# Sig request



## No_Nickname (Oct 10, 2008)

I was wondering if I could have a sig made using either of these pictures. I don't think they are copyrighted.

http://i39.photobucket.com/albums/e176/No_Nickname/Wallpapers/WBerlinExpressA.jpg

http://i39.photobucket.com/albums/e176/No_Nickname/Wallpapers/WClashA.jpg

Thanks


----------



## Thorlifter (Oct 10, 2008)

First attempts


----------



## No_Nickname (Oct 11, 2008)

looks great, I like the last one the best


----------



## 109ROAMING (Oct 11, 2008)

That first and second one are bloody nice!!!


----------



## ScOoTeR1992 (Oct 11, 2008)

here is a few of my quick ones hope ya enjoy NN


----------



## No_Nickname (Oct 11, 2008)

Wow, these all look so cool. I might have to change my sig every two weeks


----------



## Thorlifter (Oct 11, 2008)

Glad you like them NN. Nice work Scooter.


----------



## Lucky13 (Oct 12, 2008)

This is Bill Overstreet from 363 FS, 357 FG in his P51C Mustang the "Berlin Express" chasing an ME109G under the Eiffel Tower, spring of 1944 

This image depicts an actual event. When you have Bill Overstreet on your tail, not even a daring maneuver such as flying right under the Eiffel tower is going to save you, as this ME109 pilot discovered the hard way. In the spring of 1944, Bill Overstreet of the famous 357th FG was hot on the tail of a German ME109G. The pilot of the 109 flew right over Paris where German anti-aircraft artillery was heavy, probably in hopes they would solve his problem by eliminating Bill and his P51C named the “Berlin Express”. Bill persisted through intense flak closing the gap with the enemy fighter. Already hit in the engine, as a last resort the ME109 pilot aimed his aircraft toward the imposing Eiffel tower and in a breathtaking maneuver flew right under it. Even this was not enough to shake Bill as he followed right behind scoring several more hits in the process. The German ME109 crashed moments later and Bill escaped the heavy flak around Paris by flying low and full throttle over the river. 

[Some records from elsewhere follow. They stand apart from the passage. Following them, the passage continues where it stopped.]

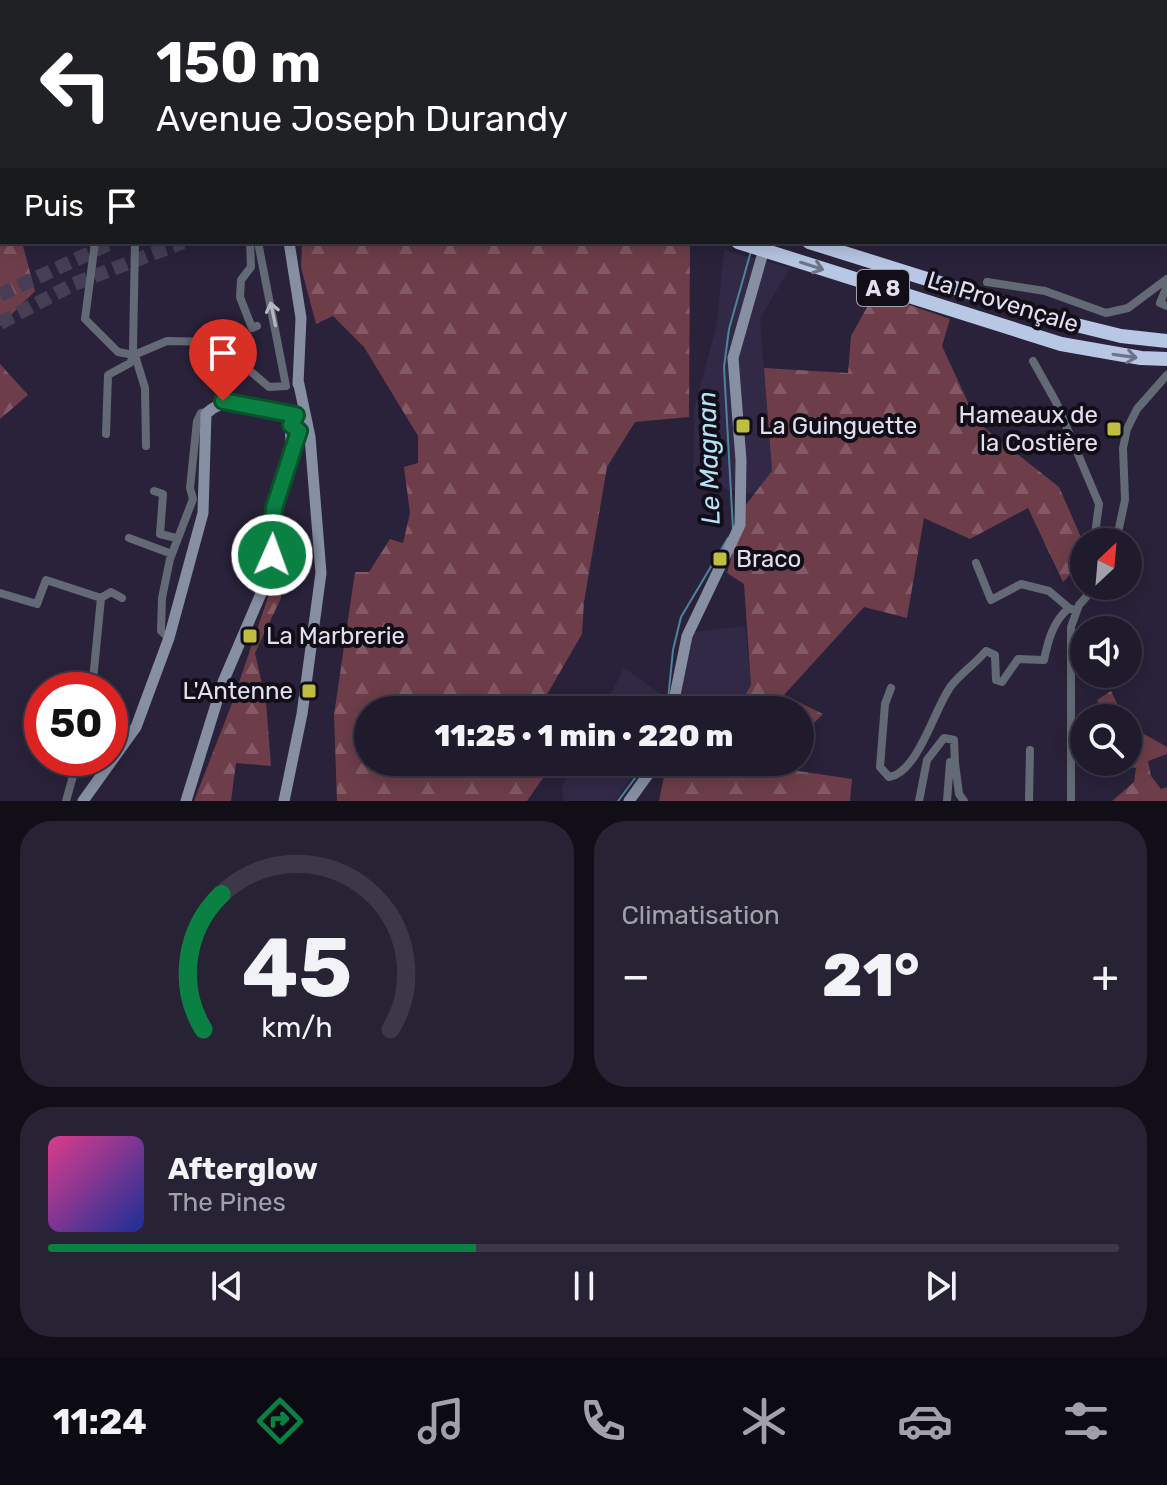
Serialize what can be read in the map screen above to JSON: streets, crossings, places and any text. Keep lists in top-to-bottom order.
{
  "streets": {
    "highway": ["A 8", "La Provençale"]
  },
  "water": ["Le Magnan"],
  "places": {
    "transit": [
      "La Guinguette",
      "Hameaux de la Costière",
      "Braco",
      "La Marbrerie",
      "L'Antenne"
    ]
  },
  "north": "top right",
  "page": {
    "turn": ["150 m", "Avenue Joseph Durandy"],
    "then": "Puis",
    "limit": "50",
    "trip": "11:25 · 1 min · 220 m",
    "tile": "Climatisation",
    "heat": ["−", "21°", "+"],
    "song": ["Afterglow", "The Pines"],
    "tabs": "11:24",
    "gauge": ["45", "km/h"]
  }
}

Here is the encounter described in Bill's own words:

"I had followed this 109 from the bombers when most of the German fighters left. We had a running dogfight and I got some hits about 1500 feet, He then led me over Paris where many guns were aimed at me. As soon as he was disabled, I ducked down just over the river (smaller target for the Germans ). Followed the river until I was away from Paris." - Bill

When asked what was around the tower at the time, Bill said, “I'm not sure, I was a little busy.” Quite understandable!

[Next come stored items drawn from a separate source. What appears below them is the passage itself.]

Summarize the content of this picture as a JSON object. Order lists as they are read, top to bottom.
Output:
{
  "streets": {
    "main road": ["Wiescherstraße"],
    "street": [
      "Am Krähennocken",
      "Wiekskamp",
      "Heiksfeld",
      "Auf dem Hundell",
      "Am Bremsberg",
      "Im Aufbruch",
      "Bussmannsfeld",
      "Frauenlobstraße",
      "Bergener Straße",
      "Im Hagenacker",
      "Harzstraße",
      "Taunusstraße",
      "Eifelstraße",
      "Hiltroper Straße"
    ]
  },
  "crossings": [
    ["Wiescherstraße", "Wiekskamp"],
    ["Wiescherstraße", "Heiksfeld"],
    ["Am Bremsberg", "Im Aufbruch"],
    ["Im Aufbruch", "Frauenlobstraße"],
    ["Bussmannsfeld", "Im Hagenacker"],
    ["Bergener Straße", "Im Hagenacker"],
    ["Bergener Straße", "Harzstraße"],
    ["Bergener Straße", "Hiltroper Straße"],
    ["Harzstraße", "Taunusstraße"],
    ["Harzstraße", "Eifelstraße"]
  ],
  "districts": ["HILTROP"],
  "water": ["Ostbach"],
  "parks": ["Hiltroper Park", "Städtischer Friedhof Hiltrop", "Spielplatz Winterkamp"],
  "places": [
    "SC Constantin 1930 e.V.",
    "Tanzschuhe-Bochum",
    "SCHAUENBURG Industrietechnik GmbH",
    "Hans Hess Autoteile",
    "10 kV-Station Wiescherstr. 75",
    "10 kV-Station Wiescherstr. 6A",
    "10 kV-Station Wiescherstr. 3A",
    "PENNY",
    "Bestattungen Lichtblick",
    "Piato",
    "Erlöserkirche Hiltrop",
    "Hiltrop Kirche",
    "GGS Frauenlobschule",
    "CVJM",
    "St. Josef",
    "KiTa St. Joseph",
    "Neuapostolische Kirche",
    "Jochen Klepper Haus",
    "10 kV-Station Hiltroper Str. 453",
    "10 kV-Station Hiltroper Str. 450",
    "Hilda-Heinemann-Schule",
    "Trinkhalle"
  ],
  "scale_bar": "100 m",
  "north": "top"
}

*The other....Capt. Leonard ‘Kit Carson 1st Lt. Ted Conlin over the Seine River in Paris 
*

Late in July, 1944, a group of Mustangs began a sweep in the vicinity of Paris and encountered a group of 25 Me 109 and FW190 attacking a group of P-38 Lightnings. Kit Carson describes his encounter:

“I Chased a 190 clear across the city of Paris and finally nailed him after a weird rat race past the Eiffel Tower. You could identify the major boulevards in my combat film. It wasn’t until the shooting was over that I fully realized where I was and then clearly recall asking myself, ‘How the hell am I going to get out of this place?’ I shoved everything forward – throttle, mixture, RPM and stick. It was one of the few times that I asked Rolls Royce to deliver everything advertised. The Merlin was laying down black smoke out of both rows of exhaust stacks. I almost never ran an engine at full power in combat. I was at house top level, flat out at 72 inches of HG and 3,000 RPM. Half the flak in Paris was coming up.”

Ted Conlin clearly remembers his experience:

“The game was on and I was on a wild ride earthbound trying to stay in position on Carson. At the time it seemed we were diving almost vertical and the 190 pilot was doing big barrel rolls, and we were right with him.

As Carson closed range, he started getting strikes on the 190. This and the ground coming up caused the German to flare and level off. We were now at about 300 feet and every soldier with a weapon was firing at me. I even saw one officer whip out a pistol and shoot at us! The Germans had AA weapons on the roofs and in parks – they were all concentrating on me! I saw the Seine River off to my right and swung over and down onto it, hugging the north bank which got to be about 50’ high. The guns could not repress enough to reach me that way.

Carson had taken the same route and I confirmed his victory. I had a new appreciation for the daring and flying skills of the man who would ultimately become the leading ace of the 357th, Leonard K. Carson.”


----------



## GrauGeist (Oct 12, 2008)

Pretty cool history behind that picture...thanks for posting that, Lucky!


----------



## comiso90 (Oct 12, 2008)

Thanks Lucky


----------



## Thorlifter (Oct 12, 2008)

Very interesting!!!


----------



## Airframes (Oct 13, 2008)

Fantastic Jan! A great account of incredible actions. It's inspired me to do a couple of paintings. If I PM you with my details, could you possibly send me as much info as you can on both? I'd need dates and times, and serial numbers/codes of the Mustangs. The latter I can cross-reference, in order to get the right machines, as, for example, Carson's better known 'Nooky Booky' was a P51K, not a D as often shown in profiles, and many models.
I should have most of the info on the aircraft, but details of the action are what I need. Thanks mate, sorry to put you to any trouble!
BTW, I like the first two siggys!
Terry.


----------



## Lucky13 (Oct 13, 2008)

Wish I knew Terry boy... That's just something that I managed to dig out on the "net".... Try these though,

357th Fighter Group
357th Fighter Group Photo Album

"Berlin Express" could possibly be 44-15035, before she became Alice Marie II.
"Nooky Booky IV" is probably 44-11622 P-51K G4-C
Ted Conlin's G4-P is possibly an P-51B 42-106829 or an P-51C 42-103007 both "Joan" though...

Here's another good place for serials etc...
8th Air Force Fighter Group - Littlefriends.co.uk


----------



## Airframes (Oct 13, 2008)

Thanks, Jan. I've used all of those sites before, so I'll have a trawl through and see what I find. Could make a great painting!


----------



## Lucky13 (Oct 13, 2008)

Yeah....like a pilots view from the Mustang, with the 109 in front, under the tower etc. etc....


----------



## Wurger (Oct 14, 2008)




----------